At Rocheport, a village of singular charm, we turned up Moniteau Creek, and while Pilotis held
Nikawa
to the old railroad bridge, the Reporter and I ran for sandwiches. It was near the mouth of the Moniteau (the name is a Frenched-up corruption of the Algonquian word
Manito
, “Great Spirit”), the winter I was twenty, that I got the idea of crossing the Missouri on ice floes just to see what it was like. One warm February Saturday, I started over the frozen chunks about the size of bathtubs, crusty and jagged pieces loosely locked together. Several yards out, I heard a rifle shot, and another, and I paused. Then I realized the reports came not from a gun but the ice itself as it snapped under stress from the current. I could hardly believe how loud the sound was. I felt the floe I stood on begin to shake, then wobble, and before me the ice parted to reveal the cold, muddy swirl twisting below—a more fearsome thing I’d never seen. The frozen river wasn’t locked in place as I’d supposed but was being forced slowly downstream, buckling, snapping, opening, closing, ready to swallow whatever came onto it. That’s when common sense and terror hit and I headed for shore, unsure whether to go gently and slowly or hard and fast. How did Eliza do it? When I reached land, I looked back, incredulous that I’d thought I could actually make it across. After I finished recounting that imprudence, Pilotis said, “The way closed by opening and saved you.”

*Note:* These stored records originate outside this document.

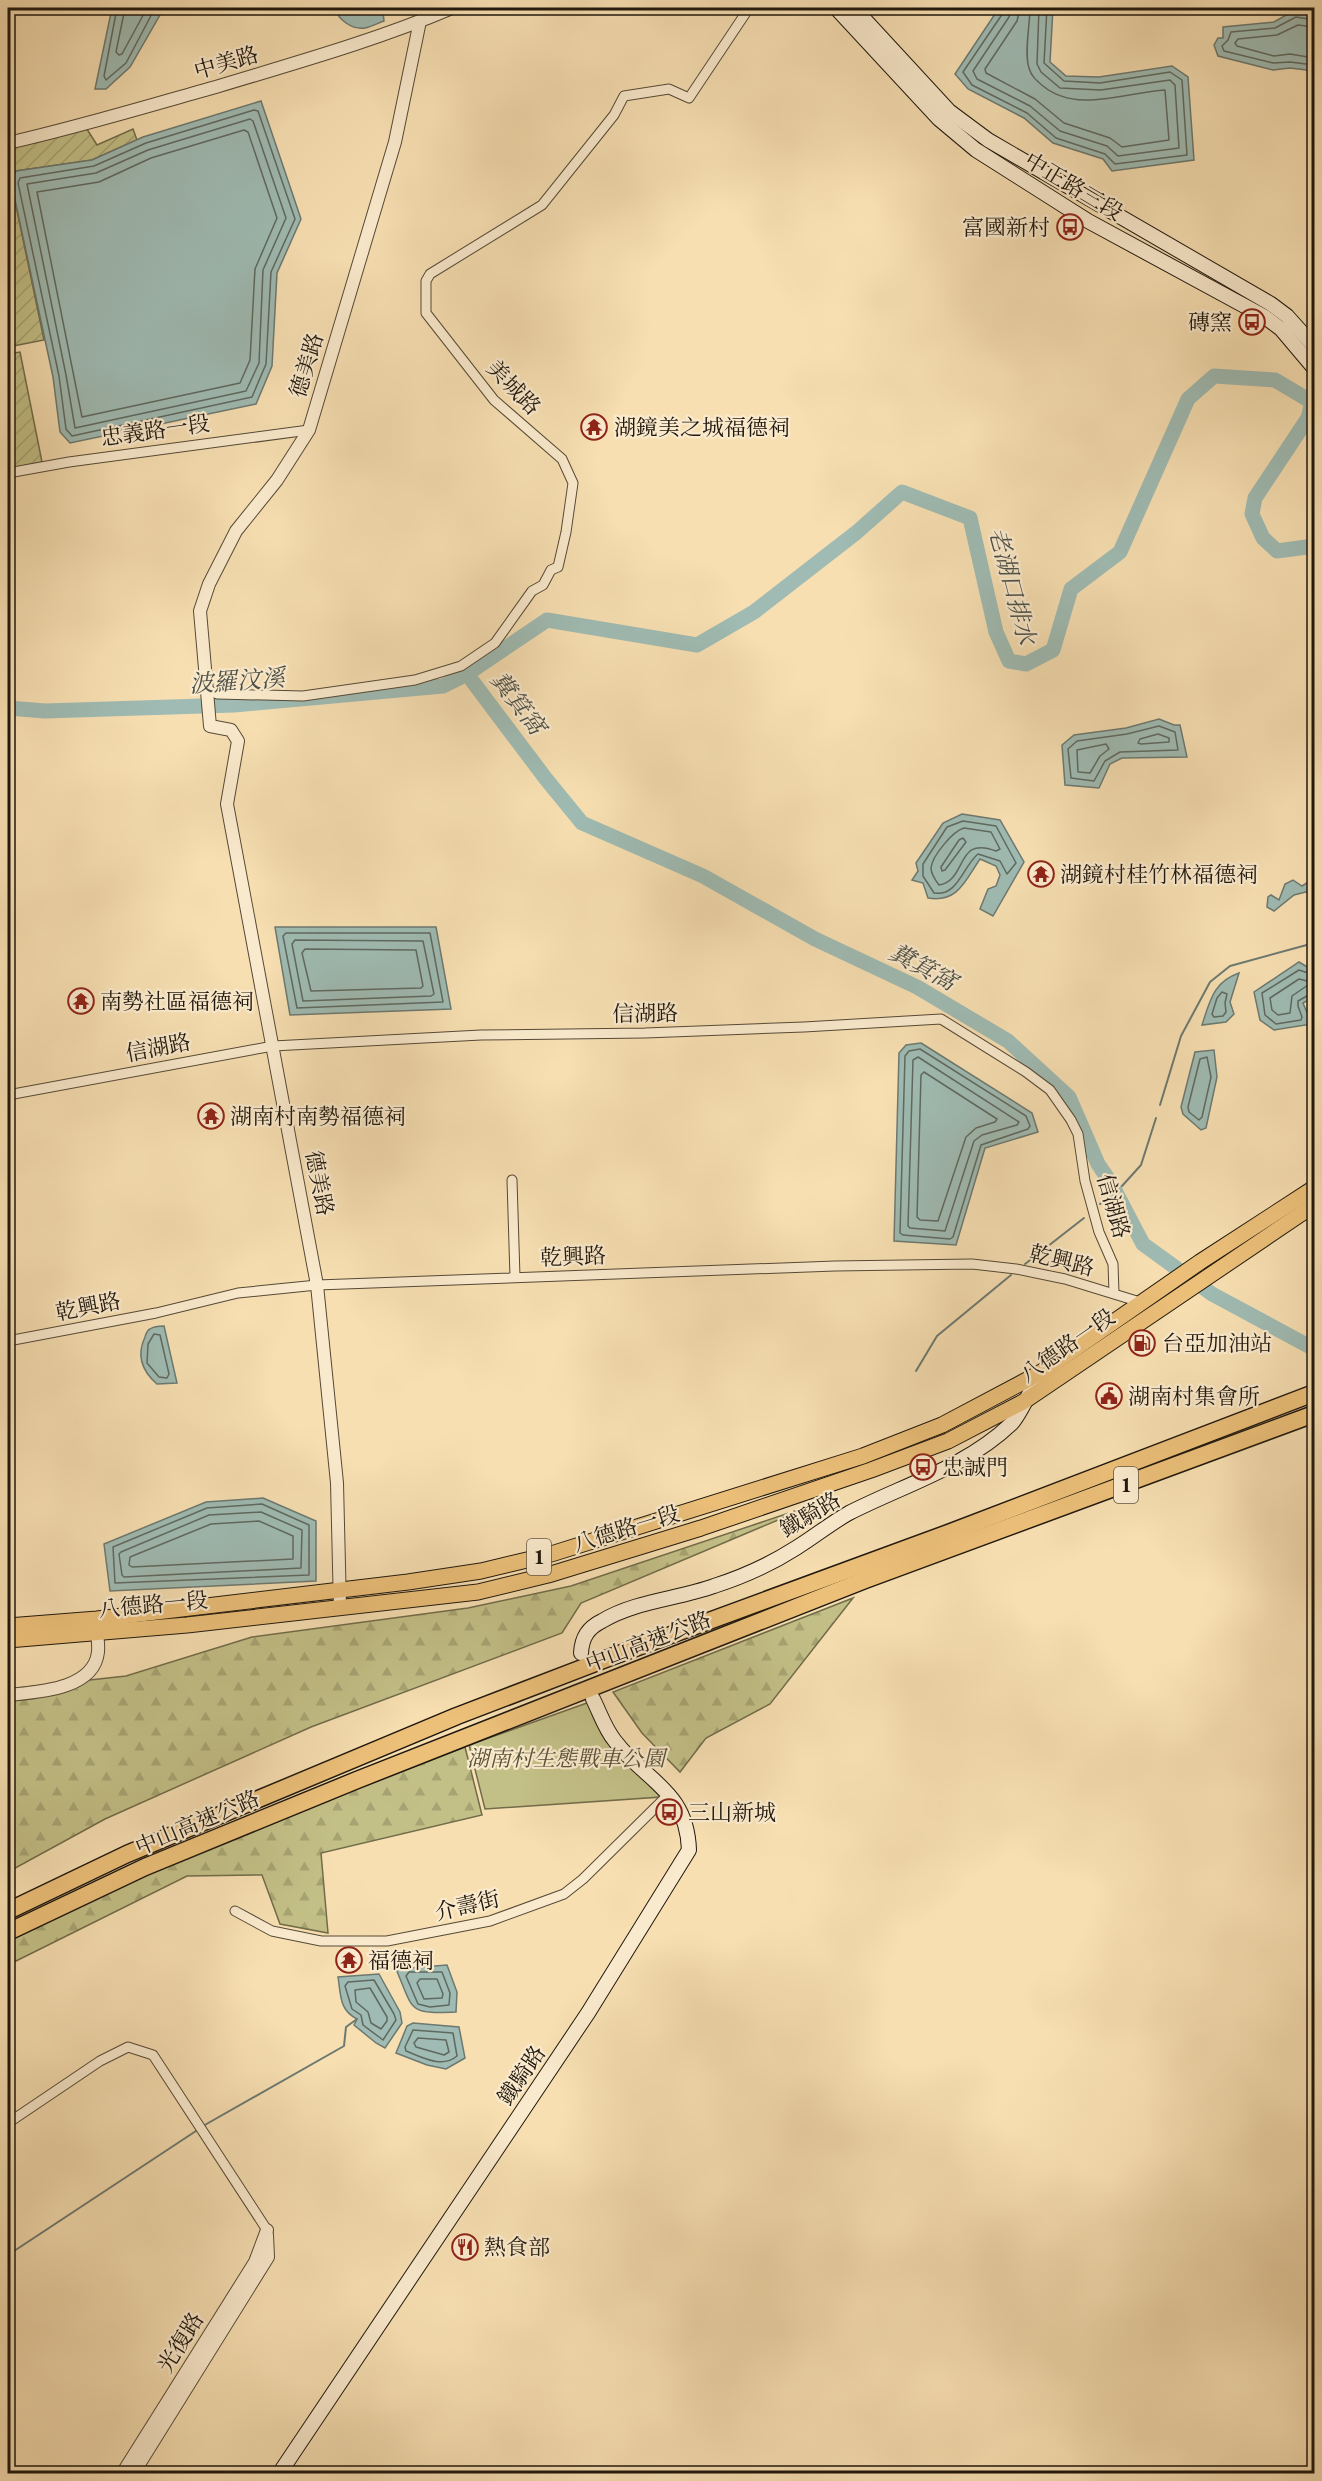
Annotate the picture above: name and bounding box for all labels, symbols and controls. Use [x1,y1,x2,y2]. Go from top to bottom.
street label: 中美路 [190,39,262,86]
street label: 中正路三段 [1019,146,1128,227]
bus stop icon: 富國新村 [1055,212,1085,242]
place label: 富國新村 [962,213,1050,242]
bus stop icon: 磚窯 [1237,307,1267,337]
place label: 磚窯 [1188,308,1232,337]
street label: 德美路 [283,329,330,401]
street label: 美城路 [480,354,547,421]
street label: 忠義路一段 [99,408,212,453]
temple icon: 湖鏡美之城福德祠 [579,412,609,442]
place label: 湖鏡美之城福德祠 [614,413,790,442]
water label: 老湖口排水 [982,524,1044,650]
water label: 波羅汶溪 [188,661,289,699]
water label: 糞箕窩 [484,665,555,744]
temple icon: 湖鏡村桂竹林福德祠 [1026,859,1056,889]
place label: 湖鏡村桂竹林福德祠 [1060,860,1258,889]
water label: 糞箕窩 [884,936,966,999]
temple icon: 南勢社區福德祠 [66,986,96,1016]
place label: 南勢社區福德祠 [100,987,254,1016]
street label: 信湖路 [612,998,678,1029]
street label: 信湖路 [123,1027,193,1068]
temple icon: 湖南村南勢福德祠 [196,1101,226,1131]
place label: 湖南村南勢福德祠 [230,1102,406,1131]
street label: 德美路 [299,1148,340,1218]
street label: 信湖路 [1090,1170,1137,1242]
street label: 乾興路 [1026,1238,1097,1283]
street label: 乾興路 [540,1241,607,1272]
street label: 乾興路 [53,1286,123,1327]
street label: 八德路一段 [1014,1302,1121,1389]
fuel station icon: 台亞加油站 [1127,1328,1157,1358]
place label: 台亞加油站 [1162,1329,1272,1358]
public building icon: 湖南村集會所 [1094,1381,1124,1411]
place label: 湖南村集會所 [1128,1382,1260,1411]
bus stop icon: 忠誠門 [908,1452,938,1482]
place label: 忠誠門 [942,1453,1008,1482]
road number: 1 [1114,1467,1138,1503]
street label: 鐵騎路 [774,1485,846,1544]
street label: 八德路一段 [569,1499,683,1558]
road number: 1 [527,1539,551,1575]
street label: 八德路一段 [97,1585,209,1624]
street label: 中山高速公路 [581,1604,715,1679]
park label: 湖南村生態戰車公園 [467,1744,668,1773]
street label: 中山高速公路 [131,1783,264,1862]
bus stop icon: 三山新城 [654,1797,684,1827]
place label: 三山新城 [688,1798,776,1827]
street label: 介壽街 [432,1884,503,1927]
temple icon: 福德祠 [334,1945,364,1975]
place label: 福德祠 [368,1946,434,1975]
street label: 鐵騎路 [491,2040,552,2111]
restaurant icon: 熱食部 [450,2232,480,2262]
place label: 熱食部 [484,2233,550,2262]
street label: 光復路 [151,2307,210,2378]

About twenty-five years later, almost exactly at that spot of my near demise, I encountered a thing of another sort. I was hiking along the old M-K-T Railroad, today the beautiful Katy Trail, in search of ancient pictographs William Clark mentioned on the way west in 1804. He wrote, “A Short distance above the mouth of this Creek, is Several Courious Paintings and Carveing in the projecting rock of Limestone inlade with white red & blue flint of verry good quallity,” and between the lines in his journal he drew three of the figures. Over the years, steamboat travelers continued to note the numerous pictographs so close to the river, but railroad construction at the turn of the century blasted most of them away. I walked along in search of what might be left, and from time to time glanced at the river and wondered whether I’d ever discover a water route across the country that would allow me to ascend the Missouri to its farthest source. I finally gave up on finding any figures and stopped to watch the darkening water roll past. When I turned to take a last look at the rocky bluff in the falling light of that July evening, my gaze, as if it were an arrow put in flight by an unseen archer, landed directly on a rust-colored image, and I froze in disbelief, my skin crawling. There was a pictograph, but not just any pictograph—that one was the precise image Plains Indians drew to indicate the seventh lunar month, the Blood Moon, or the Moon of Heat. On that eroded limestone was a drawing of my name. I realized William Clark and Meriwether Lewis, whose names I also bear—William Lewis Trogdon—had seen it, the only piece of Indian “picture writing” all of us—red, white, mixed—ever encountered.

 

 

A few months later, I moved to an old farm near the river bluffs, and I began seriously hunting a water way across America.

“Is all that true?” the Reporter asked. I pulled
Nikawa
close to shore, handed him the binoculars, and pointed to the bluff twenty feet up. He lifted the glasses, searched, then, “Whoa!” he murmured, and Pilotis, who knew the story, said, “Treat it as remarkable but don’t encourage his belief in coincidences.” Clustered coincidences, I corrected, and then I told a third story.

The final anniversary gift my spouse made me, a few months before she went on to another life and I to the rivers, was a big Hopi rainstick. For several days, I often turned it back and forth to listen to the pebbles trickle down like droplets inside the hollow cholla limb. By the end of the week, a serious dry spell broke, and the rain and snow fell throughout the winter, not just along Perche and Moniteau creeks but across the entire Missouri Valley well into western Montana to end an arid decade and create just the kind of snowpack a cross-country voyage would need.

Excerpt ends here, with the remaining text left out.